One reason they need to push immigration "reform" now is that beginning January 1, 2014 the exchanges and tax credits will begin to kick in under ObamaCare. Only legally lawful residents will be able to participate in the exchanges and it is the only place a low income buyer can get a government subsidy. That means in eight months and 24 days, employers who hire illegals will be at a strategic disadvantage to where they are now. Many illegals who are currently working on a payroll will lose their health coverage and will not be able to purchase replacement coverage because the cost is estimated to go up (I have seen one estimate that individual health insurance rates could go up as much as 80% in Ohio!). This will probably reverberate through the rest of these crooked businesses because they are over 50 full time equivalent employees (FTE) they will be required to pay a tax (thank you Justice Roberts) of either $2,000 per employee per year, or more likely $3,000 per employee due to the thresholds in the law. Many companies that do not insure their employees will mysteriously begin to have higher worker's compensation claims because it will be an easy way for the uninsured to access health care thereby screwing their workers comp premiums.

Anonymous said...

That's what happens when the country is changed from a cooperative going concern into a "commons" (in Garrett Hardin's terms). It wasn't their idea to change things; they're just adapting to the change.

The big change happened decades before most of us iStevers suspect. I will point to the "Dummy Revolution" of 1945-1955 as the straw that broke the camel's back 60 years later.

Anonymous said...

Historians tell us that Stalin defeated Trotsky, who was later even murdered by Stalin's agent.

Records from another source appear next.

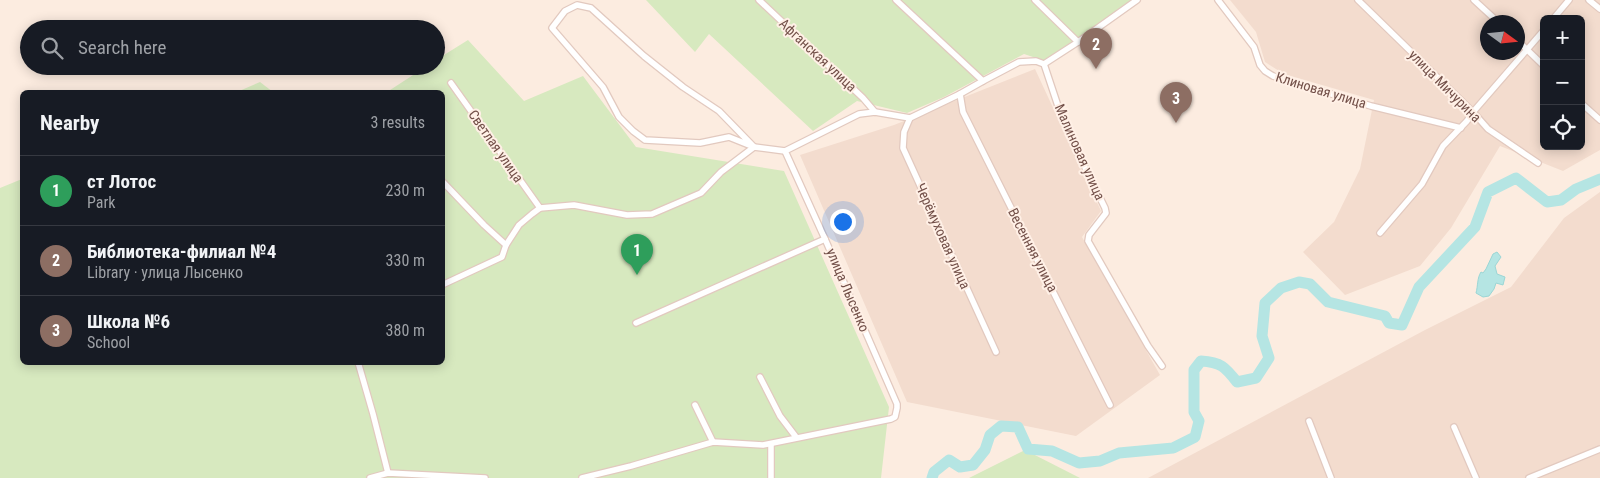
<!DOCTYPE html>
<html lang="en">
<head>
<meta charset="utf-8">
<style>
  body { margin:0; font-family:"Roboto Condensed",sans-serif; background:#242831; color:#f1f3f6 }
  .controls { position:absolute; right:15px; top:15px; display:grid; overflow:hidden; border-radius:8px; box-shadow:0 2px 12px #0003 }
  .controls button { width:45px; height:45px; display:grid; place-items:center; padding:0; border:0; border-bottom:1px solid #363941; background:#171b24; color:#f1f3f6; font:25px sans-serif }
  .compass { position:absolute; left:1480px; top:15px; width:45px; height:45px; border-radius:50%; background:#171b24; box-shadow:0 2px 12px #0003; rotate:105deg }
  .you { position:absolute; left:842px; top:221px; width:18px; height:18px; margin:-12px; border:4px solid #fff; border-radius:50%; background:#1a73e8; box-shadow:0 0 0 8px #1a73e833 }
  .badge { display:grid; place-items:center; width:32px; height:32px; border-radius:50%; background:#0f766e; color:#fff; font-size:16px; font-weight:700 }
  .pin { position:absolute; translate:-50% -41px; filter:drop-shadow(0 1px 2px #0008) }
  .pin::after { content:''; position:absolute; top:26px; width:18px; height:15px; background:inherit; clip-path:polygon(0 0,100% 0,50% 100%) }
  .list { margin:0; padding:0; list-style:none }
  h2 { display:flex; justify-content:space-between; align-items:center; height:65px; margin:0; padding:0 20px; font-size:21px }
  h2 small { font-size:16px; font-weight:400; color:#9ea1a6 }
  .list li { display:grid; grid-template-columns:32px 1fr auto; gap:15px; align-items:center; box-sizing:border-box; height:70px; padding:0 20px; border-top:1px solid #363941 }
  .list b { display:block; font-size:19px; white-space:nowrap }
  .list p { margin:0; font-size:16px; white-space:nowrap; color:#9ea1a6 }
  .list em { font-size:16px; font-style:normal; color:#9ea1a6 }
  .icon { flex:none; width:28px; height:28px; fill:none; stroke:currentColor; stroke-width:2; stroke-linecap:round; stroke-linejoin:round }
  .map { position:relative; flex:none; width:1600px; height:478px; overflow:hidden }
  .search { position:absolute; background:#171b24; box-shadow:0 2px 12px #0003; left:20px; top:20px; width:425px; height:55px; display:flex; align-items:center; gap:12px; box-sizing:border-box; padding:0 18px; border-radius:28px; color:#9ea1a6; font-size:19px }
  .panel { position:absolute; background:#171b24; box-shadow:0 2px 12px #0003; left:20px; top:90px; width:425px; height:275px; border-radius:8px }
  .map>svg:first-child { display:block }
  .residential { fill:#f3dcce; fill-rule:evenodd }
  .green { fill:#d7e9bf }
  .water { fill:#b5e5e3; stroke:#9bd6d5 }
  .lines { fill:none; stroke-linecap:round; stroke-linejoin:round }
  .river { stroke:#b5e5e3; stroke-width:11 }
  .minor-casing { stroke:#e2c9bf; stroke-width:8 }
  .minor { stroke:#fff; stroke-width:5.5 }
  .labels { text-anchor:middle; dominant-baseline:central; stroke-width:4; stroke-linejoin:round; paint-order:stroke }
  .street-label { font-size:14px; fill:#724f48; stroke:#fff0e6 }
</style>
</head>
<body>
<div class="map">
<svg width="1600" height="478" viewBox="0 0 1600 478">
  <rect width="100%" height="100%" fill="#fcece0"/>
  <g class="residential">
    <path d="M 1230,0 L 1600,0 L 1600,150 L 1563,171 L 1500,146 L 1451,228 L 1420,266 L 1345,295 L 1303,252 L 1334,222 L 1360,169 L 1374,100 L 1284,74 L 1265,62 L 1256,32 ZM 1544,19 L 1581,19 L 1581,146 L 1544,146 ZM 1488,22 L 1518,22 L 1518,52 L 1488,52 Z"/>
    <path d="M 1035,69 L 1101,211 L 1082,237 L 1160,375 L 1076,436 L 907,402 L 800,155 L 894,125 Z"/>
    <path d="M 1600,192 L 1600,478 L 1148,478 L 1425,330 L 1511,287 L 1564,218 Z"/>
  </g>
  <g class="green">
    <path d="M 646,0 L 1136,0 L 1048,62 L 1024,54 L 944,97 L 907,113 L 857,101 L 813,131 L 709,34 L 695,52 Z"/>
    <path d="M 468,40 L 524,101 L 583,76 L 636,147 L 784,171 L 889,407 L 881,478 L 0,478 L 0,188 L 22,179 L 22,362 L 442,362 L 442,92 L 387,92 L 427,66 L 436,66 L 436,60 Z"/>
    <path d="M 260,82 L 273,92 L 237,92 Z"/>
    <path d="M 1025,450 L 1080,478 L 969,478 Z"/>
  </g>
  <path class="water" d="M 1497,252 L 1501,257 L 1495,266 L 1497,274 L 1505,277 L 1503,285 L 1496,283 L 1494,289 L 1489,296 L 1483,297 L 1476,293 C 1478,286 1477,278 1481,272 L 1483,273 L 1486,269 L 1493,254 Z"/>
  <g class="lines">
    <path class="river" d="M 932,478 L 934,472 L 949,460 L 960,467 L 973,465 L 985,450 L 990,435 L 1001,426 L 1018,427 L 1028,449 L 1052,451 L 1079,463 L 1100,461 L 1119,453 L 1173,448 L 1195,437 L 1199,421 L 1194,412 L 1194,370 L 1201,361 C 1221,362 1225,367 1237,382 L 1256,378 L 1269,358 L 1262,336 L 1265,303 L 1281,288 L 1299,282 L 1310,284 L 1328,302 L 1385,316 L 1389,323 L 1402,325 L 1419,287 L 1475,227 L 1488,192 L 1516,178 L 1547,202 L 1561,200 L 1576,189 L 1600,179"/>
    <defs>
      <g id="minor">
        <path d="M 759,0 L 863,98 L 875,112"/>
        <path d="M 896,0 L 983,81"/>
        <path d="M 1035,0 L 1078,42"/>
        <path d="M 1218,0 L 1254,47 L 1260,65 L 1265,71 L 1273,76 L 1371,106 L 1461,128"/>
        <path d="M 1358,0 L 1473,112 L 1488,129 L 1538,163"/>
        <path d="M 1474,0 L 1498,22"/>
        <path d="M 1589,0 L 1600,9"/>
        <path d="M 577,5 L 591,8 L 644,56 L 683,87 L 719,111 L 754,147 L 729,137 L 700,143 L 645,140 L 633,131 L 619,117 L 603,87 L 552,28 L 565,11 Z"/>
        <path d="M 1553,19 L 1569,0"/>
        <path d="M 1518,41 L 1544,66"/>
        <path d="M 1044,64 L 1060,112 L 1074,145 L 1105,208 L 1106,213 L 1089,235 L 1088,241 L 1148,346 L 1162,366"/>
        <path d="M 451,83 L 540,208"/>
        <path d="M 960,94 L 963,112 L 1110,405"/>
        <path d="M 1581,103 L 1600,120"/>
        <path d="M 910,118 L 904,132 L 903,148 L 996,352"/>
        <path d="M 442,181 L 484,225 L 506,245"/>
        <path d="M 1380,233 L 1422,184 L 1443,146 L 1467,121 L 1473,112 L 1544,30"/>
        <path d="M 442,285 L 502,257 L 506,245 L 519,225 L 532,214 L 540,208 L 574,205 L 627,215 L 652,214 L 701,193 L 721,172 L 754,147 L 785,151"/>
        <path d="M 636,323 L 825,239"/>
        <path d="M 358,362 L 373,414 L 388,473"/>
        <path d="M 760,377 L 780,416 L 796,437"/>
        <path d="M 695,405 L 713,442"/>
        <path d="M 1309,421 L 1331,478"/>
        <path d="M 1454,427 L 1476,478"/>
        <path d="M 771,444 L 771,478"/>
        <path d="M 370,478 L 388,473 L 485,478"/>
        <path d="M 582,478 L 631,466 L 713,442 L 763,445 L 891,419 L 895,417 L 897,408 L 897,404 L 825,239 L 785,151 L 859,114 L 875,112 L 910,118 L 960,94 L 983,81 L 1019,62 L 1036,61 L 1044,64 L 1078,42 L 1137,0"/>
        <path d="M 1529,478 L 1600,449"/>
      </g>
    </defs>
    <use href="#minor" class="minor-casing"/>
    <use href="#minor" class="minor"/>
  </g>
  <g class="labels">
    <g class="street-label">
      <text transform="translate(818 55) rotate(43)">Афганская улица</text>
      <text transform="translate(1445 86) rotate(45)">улица Мичурина</text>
      <text transform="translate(1321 90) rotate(17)">Клиновая улица</text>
      <text transform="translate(496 146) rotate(55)">Светлая улица</text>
      <text transform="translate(1080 152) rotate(66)">Малиновая улица</text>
      <text transform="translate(943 236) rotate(66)">Черёмуховая улица</text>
      <text transform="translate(1033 250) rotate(63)">Весенняя улица</text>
      <text transform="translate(848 290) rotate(67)">улица Лысенко</text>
    </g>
  </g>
</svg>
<div class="controls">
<button>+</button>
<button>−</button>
<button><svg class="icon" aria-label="locate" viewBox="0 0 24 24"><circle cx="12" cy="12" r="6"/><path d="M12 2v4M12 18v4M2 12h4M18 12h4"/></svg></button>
</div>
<svg class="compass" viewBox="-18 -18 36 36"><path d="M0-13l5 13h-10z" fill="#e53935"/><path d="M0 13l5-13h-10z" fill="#9ea1a6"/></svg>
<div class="you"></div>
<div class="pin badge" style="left:637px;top:275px;background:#2e9e5b">1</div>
<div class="pin badge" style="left:1096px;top:69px;background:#8d6e63">2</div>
<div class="pin badge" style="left:1176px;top:123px;background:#8d6e63">3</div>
<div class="search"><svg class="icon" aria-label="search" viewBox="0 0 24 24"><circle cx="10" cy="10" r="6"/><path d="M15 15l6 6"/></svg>Search here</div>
<section class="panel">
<h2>Nearby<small>3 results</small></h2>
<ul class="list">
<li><span class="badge" style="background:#2e9e5b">1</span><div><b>ст Лотос</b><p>Park</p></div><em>230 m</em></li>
<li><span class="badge" style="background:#8d6e63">2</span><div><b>Библиотека-филиал №4</b><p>Library · улица Лысенко</p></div><em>330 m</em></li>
<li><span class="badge" style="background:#8d6e63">3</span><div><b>Школа №6</b><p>School</p></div><em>380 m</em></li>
</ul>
</section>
</div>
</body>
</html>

But if Trotsky inspired the very people who would later become Neocons who came to dominate much of foreign policy and control one of the two major parties in America, didn't Trotsky really win in the end?

Anonymous said...

But if Trotsky inspired the very people who would later become Neocons who came to dominate much of foreign policy and control one of the two major parties in America, didn't Trotsky really win in the end?

He is winning. The Fat Lady hasn't sung yet, but it's not looking good for the home team.

Anonymous said...

"didn't Trotsky really win in the end?"

Depends if you're an American or a Russian.